Peer comparisons highlight the speculative nature of the valuation. Supernus Pharmaceuticals (SUPN), with approved products and $192 million in quarterly revenue, trades at 3.9 times sales. Jazz Pharmaceuticals (JAZZ), with $1.1 billion in quarterly revenue, trades at 2.4 times sales. Even clinical-stage peers like Alector (ALEC) and Gain Therapeutics (GANX) trade at 2.3 and 15 times sales, respectively—still a fraction of Addex's multiple. The premium reflects either extreme optimism about the allosteric platform or simply illiquidity and low float in a microcap stock.

The Neurosterix equity stake provides a hidden valuation component. If the M4 PAM program successfully doses schizophrenia patients in 2025 and demonstrates differentiation from COBENFY, the 20% stake in a $65 million-funded company could be worth multiples of Addex's current enterprise value. Conversely, if the program fails or Perceptive Advisors forces a down-round, the stake could be impaired. This bifurcation makes Addex's valuation highly levered to events it does not control.

The ATM facility's expansion to 3.3 million shares represents potential dilution of over 270% of the current share base at current prices. If executed, this would raise approximately $27 million—enough to fund both the cough and stroke programs through Phase II. The valuation impact depends entirely on execution price: a raise near current levels would be massively dilutive but programmatically de-risking, while a higher price would require clinical catalysts that the company cannot currently fund.

Conclusion: A Platform in Search of a Balance Sheet

Addex Therapeutics has executed one of the most elegant capital restructuring moves in microcap biotech, transforming a financing-constrained platform into a lean, catalyst-driven investment vehicle.
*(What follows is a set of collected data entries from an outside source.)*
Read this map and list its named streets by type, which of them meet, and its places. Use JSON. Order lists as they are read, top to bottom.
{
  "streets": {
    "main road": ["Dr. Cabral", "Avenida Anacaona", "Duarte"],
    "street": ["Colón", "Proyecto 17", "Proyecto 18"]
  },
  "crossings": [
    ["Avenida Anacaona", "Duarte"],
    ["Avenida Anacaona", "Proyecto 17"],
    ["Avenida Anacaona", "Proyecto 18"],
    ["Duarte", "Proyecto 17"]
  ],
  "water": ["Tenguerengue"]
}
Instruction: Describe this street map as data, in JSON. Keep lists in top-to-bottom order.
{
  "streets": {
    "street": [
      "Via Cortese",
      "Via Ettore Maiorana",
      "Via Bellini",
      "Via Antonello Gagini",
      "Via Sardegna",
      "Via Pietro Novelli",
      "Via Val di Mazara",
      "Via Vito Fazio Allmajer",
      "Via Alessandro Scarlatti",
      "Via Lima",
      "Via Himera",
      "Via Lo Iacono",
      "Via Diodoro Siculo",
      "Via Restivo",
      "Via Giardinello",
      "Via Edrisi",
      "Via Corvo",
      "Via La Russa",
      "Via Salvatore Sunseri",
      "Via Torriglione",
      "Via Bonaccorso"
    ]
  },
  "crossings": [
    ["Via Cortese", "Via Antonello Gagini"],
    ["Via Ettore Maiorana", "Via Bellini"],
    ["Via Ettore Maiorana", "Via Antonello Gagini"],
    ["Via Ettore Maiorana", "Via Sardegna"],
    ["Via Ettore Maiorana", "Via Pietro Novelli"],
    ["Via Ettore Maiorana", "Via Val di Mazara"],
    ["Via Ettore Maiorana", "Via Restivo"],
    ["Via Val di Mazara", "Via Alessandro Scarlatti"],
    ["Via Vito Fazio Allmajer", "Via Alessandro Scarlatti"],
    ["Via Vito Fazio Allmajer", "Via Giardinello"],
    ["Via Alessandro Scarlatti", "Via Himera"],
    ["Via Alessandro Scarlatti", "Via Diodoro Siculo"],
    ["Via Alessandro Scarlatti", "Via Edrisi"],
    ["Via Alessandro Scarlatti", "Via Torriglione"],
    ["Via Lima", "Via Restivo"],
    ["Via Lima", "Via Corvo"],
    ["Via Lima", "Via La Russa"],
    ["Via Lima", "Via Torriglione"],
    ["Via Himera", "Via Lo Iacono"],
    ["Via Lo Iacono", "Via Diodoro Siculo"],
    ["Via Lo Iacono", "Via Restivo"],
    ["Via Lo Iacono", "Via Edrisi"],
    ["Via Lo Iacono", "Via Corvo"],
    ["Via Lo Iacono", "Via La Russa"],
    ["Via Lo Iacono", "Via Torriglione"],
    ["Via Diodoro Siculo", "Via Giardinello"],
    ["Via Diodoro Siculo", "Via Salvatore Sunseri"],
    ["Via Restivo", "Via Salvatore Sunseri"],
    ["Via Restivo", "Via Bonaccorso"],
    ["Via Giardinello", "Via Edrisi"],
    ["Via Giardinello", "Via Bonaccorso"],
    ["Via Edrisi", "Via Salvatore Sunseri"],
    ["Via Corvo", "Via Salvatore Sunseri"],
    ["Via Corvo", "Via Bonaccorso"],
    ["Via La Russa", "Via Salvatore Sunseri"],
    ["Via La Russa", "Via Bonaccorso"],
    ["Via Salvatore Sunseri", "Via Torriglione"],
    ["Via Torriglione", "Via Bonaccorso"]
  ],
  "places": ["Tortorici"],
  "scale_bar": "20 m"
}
The Neurosterix spin-out removed the preclinical funding burden while retaining equity upside, the Indivior partnership provides milestone optionality, and the remaining programs target markets with clear unmet needs and differentiated mechanisms.

The investment thesis hinges on a single variable: the company's ability to finance its unpartnered programs without destroying equity value. The GABAB PAM cough program's best-in-class preclinical profile and dipraglurant's first-mover position in stroke recovery represent genuine scientific opportunities that could support multiples of the current valuation. However, these opportunities expire in mid-2026 when cash runs out, and the ATM facility expansion suggests management recognizes the urgency.

For investors, Addex is a three-option lottery ticket where the options have surprisingly good odds. The Indivior partnership could deliver meaningful milestones within 18 months, the cough program's data package could attract a partner or acquirer, and the stroke program could open a blue ocean indication. But the ticket price includes potential dilution, clinical execution risk, and partner dependency. The $8.17 stock price reflects a market that has seen many biotech promises fail to convert to value. Whether Addex breaks that pattern depends less on its science—which appears solid—and more on management's ability to thread the needle between necessary financing and shareholder value preservation.